Calculates the values of a field along the magnetic field (y direction)

This is used inside Mesh to represent a variety of possible numerical schemes, including Shifted Metric and FCI

Subclassed by FCITransform, ParallelTransformIdentity, ShiftedMetric, ShiftedMetricInterp

Public Functions

inline ParallelTransform(Mesh &mesh_in, Options *opt = nullptr)

virtual ~ParallelTransform() = default

virtual void calcParallelSlices(Field3D &f) = 0

Given a 3D field, calculate and set the Y up down fields.

inline void calcYupYdown(Field3D &f)

inline virtual void integrateParallelSlices(Field3D &f)

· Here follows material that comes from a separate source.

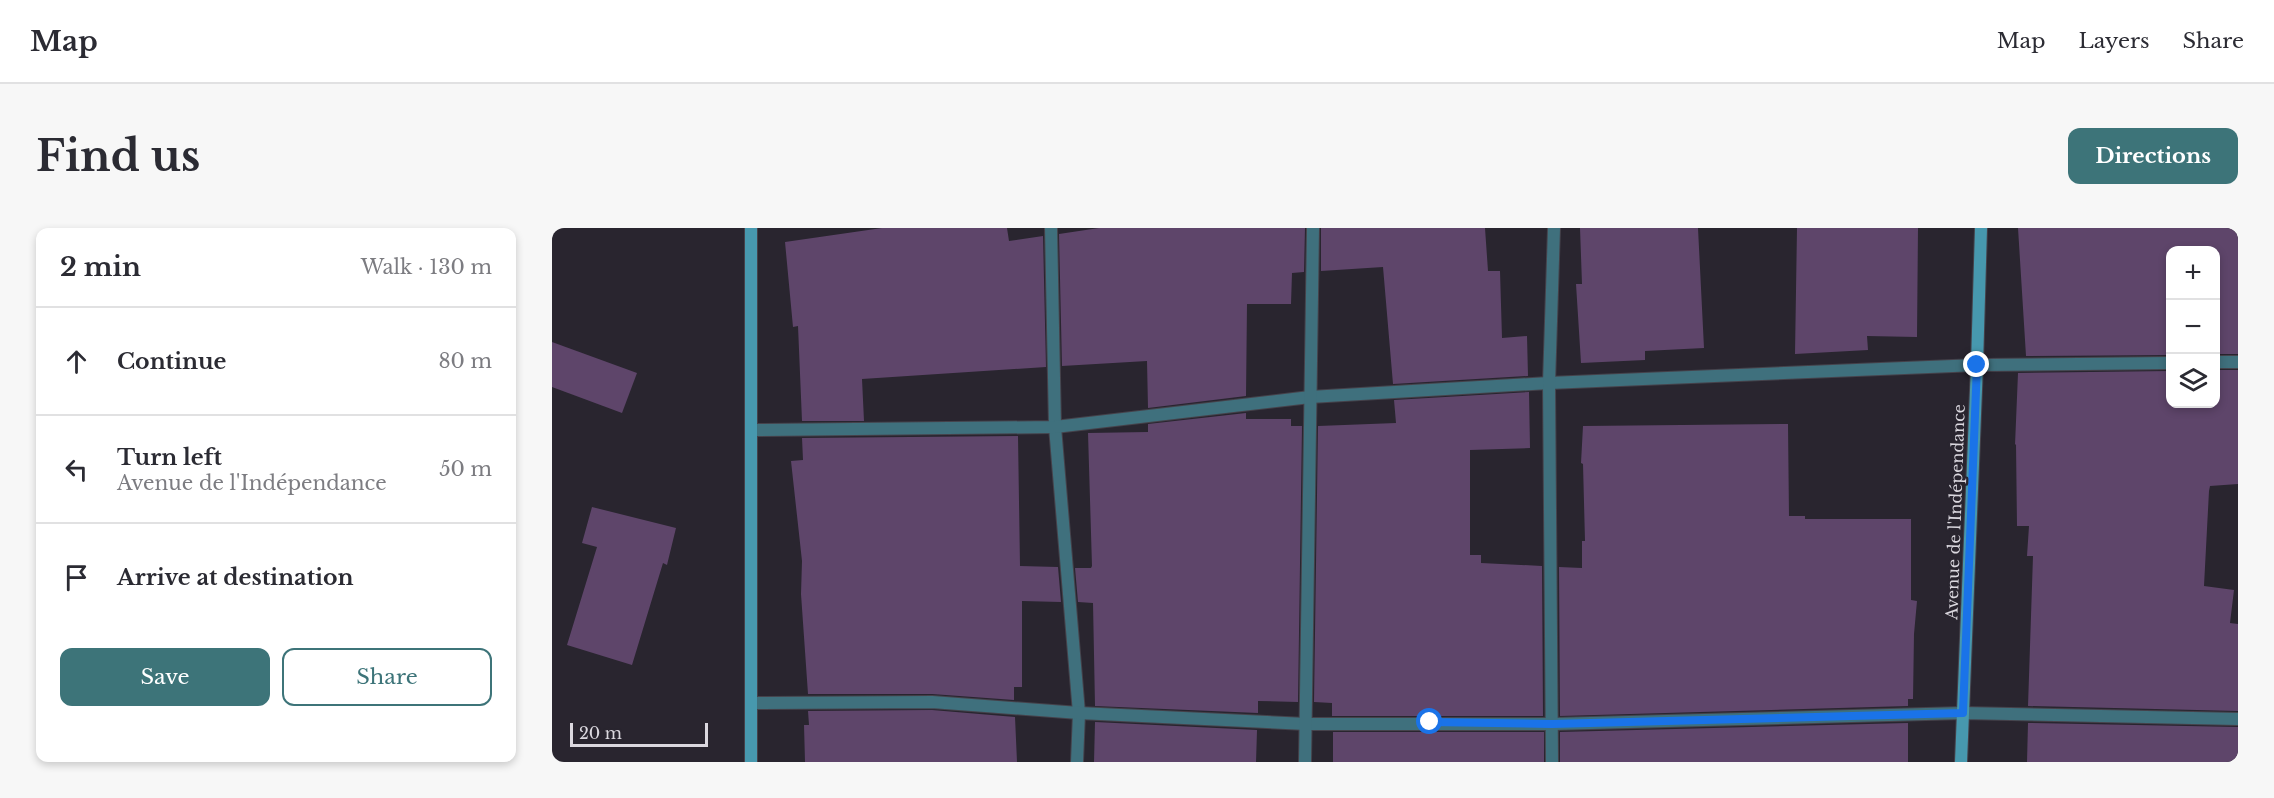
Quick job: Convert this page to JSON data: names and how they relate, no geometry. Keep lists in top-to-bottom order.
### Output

Calculate Yup and Ydown fields by integrating over mapped points This should be used for parallel divergence operators

inline void integrateYupYdown(Field3D &f)

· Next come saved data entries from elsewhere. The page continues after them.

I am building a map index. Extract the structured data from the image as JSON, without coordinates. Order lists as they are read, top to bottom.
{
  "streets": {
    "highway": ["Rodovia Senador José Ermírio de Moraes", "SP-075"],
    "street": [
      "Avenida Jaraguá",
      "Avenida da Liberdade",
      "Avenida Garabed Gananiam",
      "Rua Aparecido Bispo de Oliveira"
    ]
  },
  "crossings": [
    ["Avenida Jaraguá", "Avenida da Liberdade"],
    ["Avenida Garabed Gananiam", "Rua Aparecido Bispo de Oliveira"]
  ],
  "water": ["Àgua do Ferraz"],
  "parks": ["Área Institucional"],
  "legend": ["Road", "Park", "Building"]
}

virtual Field3D toFieldAligned(const Field3D &f, const std::string &region = "RGN_ALL") = 0

Convert a field into field-aligned coordinates so that the y index is along the magnetic field

inline Field3D toFieldAligned(const Field3D &f, REGION region)

virtual FieldPerp toFieldAligned(const FieldPerp &f, const std::string &region = "RGN_ALL") = 0

inline FieldPerp toFieldAligned(const FieldPerp &f, REGION region)

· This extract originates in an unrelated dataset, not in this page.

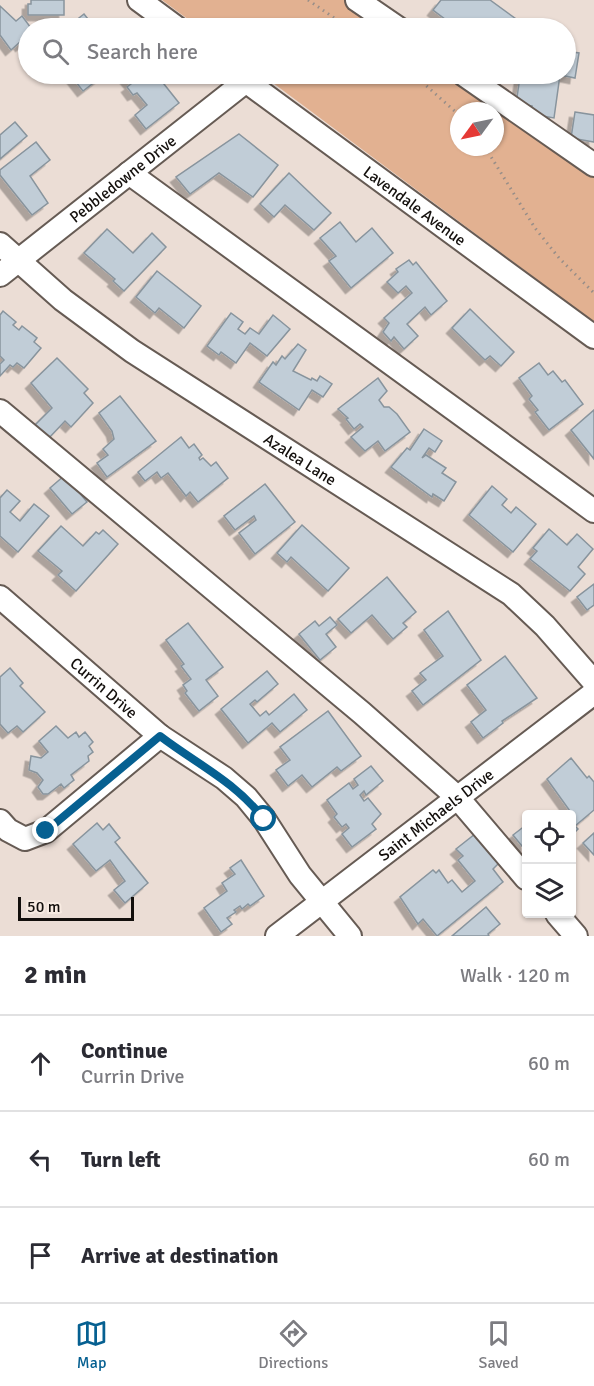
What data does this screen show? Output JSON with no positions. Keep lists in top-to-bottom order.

virtual Field3D fromFieldAligned(const Field3D &f, const std::string &region = "RGN_ALL") = 0

Convert back from field-aligned coordinates into standard form

inline Field3D fromFieldAligned(const Field3D &f, REGION region)

virtual FieldPerp fromFieldAligned(const FieldPerp &f, const std::string &region = "RGN_ALL") = 0

inline FieldPerp fromFieldAligned(const FieldPerp &f, REGION region)

inline virtual Field2D toFieldAligned(const Field2D &f, const std::string &region = "RGN_ALL")

Field2D are axisymmetric, so transformation to or from field-aligned coordinates is a null operation.

inline virtual Field2D fromFieldAligned(const Field2D &f, const std::string &region = "RGN_ALL")

virtual bool canToFromFieldAligned() = 0

inline virtual std::vector<PositionsAndWeights> getWeightsForYUpApproximation(int i, int j, int k)

inline virtual std::vector<PositionsAndWeights> getWeightsForYDownApproximation(int i, int j, int k)

inline virtual std::vector<PositionsAndWeights> getWeightsForYApproximation(int i, int j, int k, int yoffset)

inline virtual void outputVars(Datafile &file)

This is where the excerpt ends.